🤖 AI Summary
To address the challenges of programming complexity for GPU/FPGA accelerators, high cross-node data movement overhead, and difficulty in energy-efficiency optimization in heterogeneous distributed HPC systems, this paper proposes a high-level programming framework based on SYCL 2020. Its core contributions are: (1) Celerity—a novel distributed task dispatching mechanism supporting standard SYCL semantics, enabling unified scheduling and load balancing across CPUs, GPUs, and FPGAs; and (2) SYnergy—a power-modeling-driven co-optimization extension that integrates feedback control with multi-level memory-aware task mapping to achieve energy-aware execution. The framework is fully compatible with mainstream SYCL implementations and requires no modifications to existing SYCL code. Experimental evaluation on heterogeneous clusters demonstrates up to a 2.3× improvement in energy efficiency and a 1.8× speedup in task dispatching throughput.
📝 Abstract
Programming modern high-performance computing systems is challenging due to the need to efficiently program GPUs and accelerators and to handle data movement between nodes.
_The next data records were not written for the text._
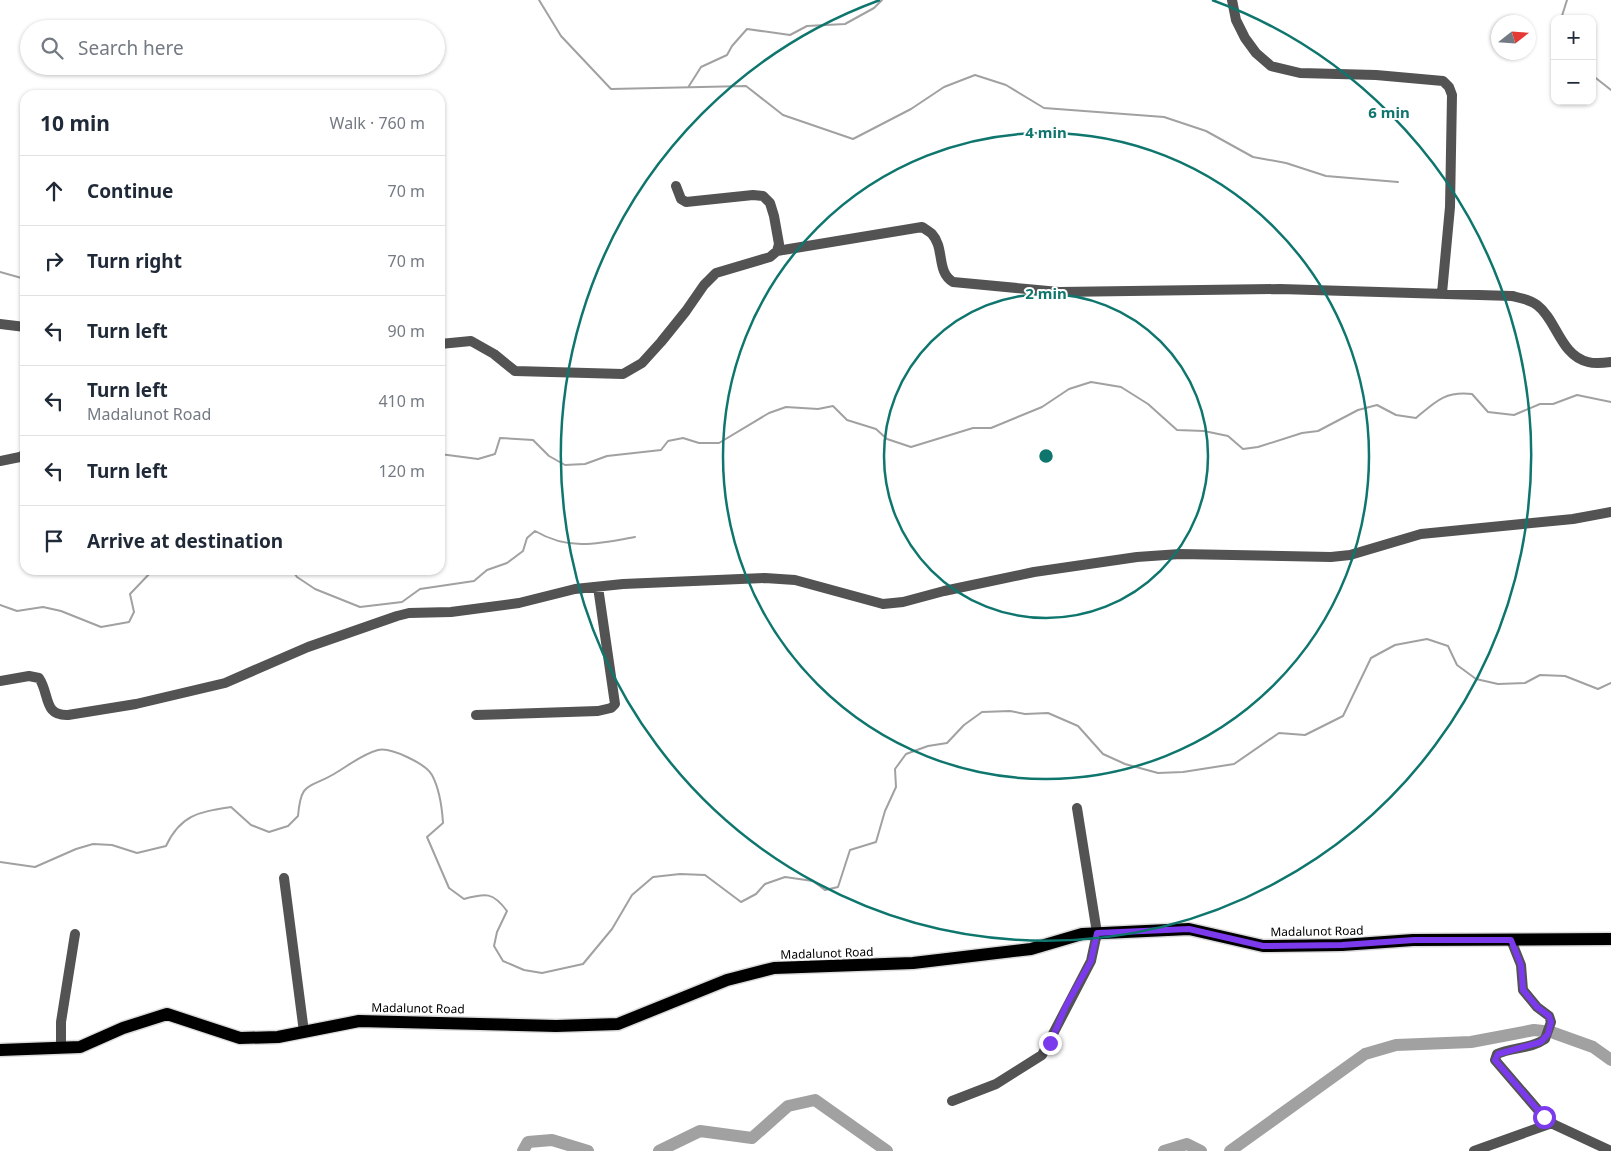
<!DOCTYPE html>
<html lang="en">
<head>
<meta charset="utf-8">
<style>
	:root { --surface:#fff; --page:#f2f2f3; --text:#1f2937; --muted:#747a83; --line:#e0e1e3 }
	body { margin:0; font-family:"Noto Sans",sans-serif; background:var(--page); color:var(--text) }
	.controls { position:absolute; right:15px; top:15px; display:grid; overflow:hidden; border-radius:10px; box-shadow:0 1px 4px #0004 }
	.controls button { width:45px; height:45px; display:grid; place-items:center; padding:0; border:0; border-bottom:1px solid var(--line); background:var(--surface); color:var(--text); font:25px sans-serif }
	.compass { position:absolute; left:1491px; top:15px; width:45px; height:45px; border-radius:50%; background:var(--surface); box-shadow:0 1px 4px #0004; rotate:73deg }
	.stop { position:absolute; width:15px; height:15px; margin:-11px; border:4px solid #7c3aed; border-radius:50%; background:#fff }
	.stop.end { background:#7c3aed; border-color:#fff; box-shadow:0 1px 5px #0008 }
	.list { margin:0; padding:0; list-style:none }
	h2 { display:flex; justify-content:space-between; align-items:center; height:65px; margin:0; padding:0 20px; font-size:21px }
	h2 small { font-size:16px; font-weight:400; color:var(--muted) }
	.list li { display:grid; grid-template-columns:32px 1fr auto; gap:15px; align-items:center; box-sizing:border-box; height:70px; padding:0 20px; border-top:1px solid var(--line) }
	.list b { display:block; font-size:19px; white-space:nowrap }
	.list p { margin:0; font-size:16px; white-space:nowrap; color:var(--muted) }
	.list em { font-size:16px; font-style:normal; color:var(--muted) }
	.icon { flex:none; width:28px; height:28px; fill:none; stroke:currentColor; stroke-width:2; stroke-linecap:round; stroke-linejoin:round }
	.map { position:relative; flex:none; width:1611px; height:1151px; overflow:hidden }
	.search { position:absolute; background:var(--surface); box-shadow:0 1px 4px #0004; left:20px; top:20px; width:425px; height:55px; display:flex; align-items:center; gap:12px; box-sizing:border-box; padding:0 18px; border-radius:28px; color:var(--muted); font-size:19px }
	.panel { position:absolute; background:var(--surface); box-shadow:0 1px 4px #0004; left:20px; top:90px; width:425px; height:485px; border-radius:15px }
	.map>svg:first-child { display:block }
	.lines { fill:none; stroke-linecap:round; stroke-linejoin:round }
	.stream { stroke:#a1a1a1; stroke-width:2 }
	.river { stroke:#a1a1a1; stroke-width:12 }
	.major-casing { stroke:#dbdbdb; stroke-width:15 }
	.minor { stroke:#535353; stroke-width:10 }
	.major { stroke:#000; stroke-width:12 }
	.route { stroke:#7c3aed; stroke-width:6 }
	.ring { fill:none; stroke:#0f766e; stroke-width:2.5 }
	.labels { text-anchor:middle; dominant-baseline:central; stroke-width:4; stroke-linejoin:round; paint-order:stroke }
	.street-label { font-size:12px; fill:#000; stroke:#fff }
	.centre { fill:#0f766e; stroke:#fff; stroke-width:2.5 }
	.ring-label { font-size:15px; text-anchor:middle; font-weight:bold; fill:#0f766e; stroke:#fff; stroke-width:4; stroke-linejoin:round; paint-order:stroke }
</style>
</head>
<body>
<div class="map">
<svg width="1611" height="1151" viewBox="0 0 1611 1151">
	<rect width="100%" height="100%" fill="#fff"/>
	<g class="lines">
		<!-- stream -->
		<path class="stream" d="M539 0 561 36 611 89 746 86 783 115 853 139 911 109 944 87 975 75 1006 85 1044 108 1164 117 1206 131 1253 157 1286 163 1326 176 1398 182
			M1561 19 1567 0
			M1592 75 1611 90
			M689 86 701 67 727 55 732 46 747 29 790 35 807 26 845 24 874 8 882 0
			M0 272 25 279
			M440 454 478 459 495 454 500 438 533 440 549 456 565 465 585 464 607 456 661 450 668 441 683 438 699 443H719L769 413 786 407 818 409 833 406 847 420 876 429 887 439 911 447 973 428H991L1042 407 1069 389 1091 382 1121 387 1148 404 1177 430 1204 431 1228 436 1243 449 1258 447 1302 433 1318 431 1358 410 1377 405 1396 415 1416 418C1436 401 1445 391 1472 394L1488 412 1514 415 1540 404H1553L1577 395 1611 402
			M292 570 297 577 315 589 360 607 402 602 420 589 474 581 487 570 507 563 523 551 527 538 535 531C569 551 598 544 635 537
			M0 605 17 611 43 607 61 611 101 627 129 622 134 612 130 594 153 570
			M0 862 35 867 76 849 93 844 112 845 137 853 166 846C181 814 200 812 231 807L251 825 269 832 288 826 298 816C301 780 309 789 334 774 348 766 362 754 378 750 391 747 426 764 432 775 440 790 442 807 443 823L427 837 449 888 464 899C486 893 493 892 507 911L497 932 494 946 503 961 524 970 542 973 583 964 612 929 632 895 653 877 680 874 705 875 741 902 756 894 765 884 785 877 813 881 825 890 838 887 850 850 876 842 885 811 896 787 895 769 906 754 928 746 947 743 964 725 982 712 1010 711 1025 714 1048 713 1078 726 1103 754 1125 764 1158 773 1183 772 1234 764 1279 733 1305 735 1343 716 1371 658 1395 645 1427 639 1448 646 1457 665 1476 679 1498 684 1525 683 1540 675 1565 676 1598 689 1611 683"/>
		<!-- river -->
		<path class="river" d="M1554 1033 1593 1047 1611 1060
			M523 1151 528 1142 552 1140 588 1151
			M659 1151 700 1131 752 1138 788 1106 815 1100 887 1151
			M1164 1151 1187 1144 1201 1151
			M1230 1151 1365 1054 1396 1045 1471 1042 1534 1030 1543 1031"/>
		<defs>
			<path id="major" d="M0 1050 80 1047 123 1028 167 1014 240 1038 278 1037 359 1021 556 1026 618 1024 727 980 774 968 913 963 1031 949 1082 934 1189 929 1263 946 1342 945 1413 940 1611 939"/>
		</defs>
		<!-- major casing -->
		<use href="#major" class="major-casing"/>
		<!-- minor -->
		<path class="minor" d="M1232 0 1236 20 1245 38 1256 53 1271 66 1300 73 1376 75 1443 81 1449 87 1452 95 1450 207 1442 293
			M777 251 922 227C925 229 930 232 932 234 945 248 936 272 953 282L1059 292 1280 289 1512 296C1521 298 1529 299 1537 305 1557 320 1560 355 1588 362 1595 364 1604 363 1611 362
			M0 324 25 327
			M440 344 471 341 494 354 515 371 623 374 642 363 661 342 686 311 704 285 716 273 770 257 777 251 779 244 774 216 770 203 763 196 753 195 686 202 681 199 676 186
			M0 461 20 457 25 454
			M0 681 29 676 39 678C50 694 43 716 68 715L136 704 225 683 308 647 397 616 409 613 451 612 519 603 575 589 623 584 765 578 795 580 883 604 903 602 944 591 1034 572 1137 557 1180 554 1331 557 1350 555 1421 534 1573 519 1611 512
			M476 715 598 711 611 708 615 704 598 587
			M284 878 304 1032
			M1511 940 1521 965 1523 990 1537 1007 1549 1016 1551 1022 1545 1039C1531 1049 1512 1047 1497 1054L1495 1060 1544 1117 1555 1125 1611 1151
			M61 1048V1022L75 934
			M952 1101 996 1084 1042 1055 1091 961 1097 933 1077 808
			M1474 1151 1552 1123"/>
		<!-- major -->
		<use href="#major" class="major"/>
	</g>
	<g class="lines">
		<!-- route -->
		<path class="route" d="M1050 1043 1066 1006 1091 961 1097 933 1189 929 1263 946 1342 945 1414 940H1511L1521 965 1523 990 1537 1007 1549 1016 1551 1022 1548 1034 1541 1042 1498 1054 1495 1060 1544 1117"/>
	</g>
	<!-- distance rings -->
	<g class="ring">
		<circle cx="1046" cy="456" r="162"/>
		<circle cx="1046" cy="456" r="323"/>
		<path d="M1212 0A485 485 0 1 1 880 0"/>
	</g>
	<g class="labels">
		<!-- street labels -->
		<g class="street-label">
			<text transform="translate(1317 931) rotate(-1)">Madalunot Road</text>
			<text transform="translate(827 953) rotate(-2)">Madalunot Road</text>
			<text transform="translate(418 1008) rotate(1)">Madalunot Road</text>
		</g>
	</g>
	<circle cx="1046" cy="456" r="8" class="centre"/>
	<g class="ring-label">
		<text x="1389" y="118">6 min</text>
		<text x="1046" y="138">4 min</text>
		<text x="1046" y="299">2 min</text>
	</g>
</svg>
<div class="controls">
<button>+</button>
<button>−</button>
</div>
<svg class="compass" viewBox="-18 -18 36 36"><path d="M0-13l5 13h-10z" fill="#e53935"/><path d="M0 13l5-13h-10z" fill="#747a83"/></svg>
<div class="stop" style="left:1544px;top:1117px"></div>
<div class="stop end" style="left:1050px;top:1043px"></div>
<div class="search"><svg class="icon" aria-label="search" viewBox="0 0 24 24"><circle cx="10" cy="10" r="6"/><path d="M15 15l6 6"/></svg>Search here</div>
<section class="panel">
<h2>10 min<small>Walk · 760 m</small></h2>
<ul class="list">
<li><svg class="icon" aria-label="ahead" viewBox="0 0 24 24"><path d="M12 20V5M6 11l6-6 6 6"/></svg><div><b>Continue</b></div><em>70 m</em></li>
<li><svg class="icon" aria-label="right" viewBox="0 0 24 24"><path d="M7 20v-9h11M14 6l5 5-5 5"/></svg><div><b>Turn right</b></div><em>70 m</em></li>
<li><svg class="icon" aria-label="left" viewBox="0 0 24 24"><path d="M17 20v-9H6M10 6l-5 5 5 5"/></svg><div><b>Turn left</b></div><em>90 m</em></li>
<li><svg class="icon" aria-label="left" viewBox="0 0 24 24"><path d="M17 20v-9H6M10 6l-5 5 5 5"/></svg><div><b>Turn left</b><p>Madalunot Road</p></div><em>410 m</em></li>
<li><svg class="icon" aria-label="left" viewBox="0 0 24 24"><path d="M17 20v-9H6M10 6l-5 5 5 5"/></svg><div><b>Turn left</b></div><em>120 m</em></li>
<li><svg class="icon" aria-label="arrive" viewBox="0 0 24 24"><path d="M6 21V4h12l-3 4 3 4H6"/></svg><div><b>Arrive at destination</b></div></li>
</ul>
</section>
</div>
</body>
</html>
The C++ language has been continuously enhanced in recent years with features that greatly increase productivity. In particular, the C++-based SYCL standard provides a powerful programming model for heterogeneous systems that can target a wide range of devices, including multicore CPUs, GPUs, FPGAs, and accelerators, while providing high-level abstractions. This presentation introduces our research efforts to design a SYCL-based high-level programming interface that provides advanced techniques such as task distribution and energy optimization. The key insight is that SYCL semantics can be easily extended to provide advanced features for easy integration into existing SYCL programs. In particular, we will highlight two SYCL extensions that are designed to deal with workload distribution on accelerator clusters (Celerity) and with energy-efficient computing (SYnergy).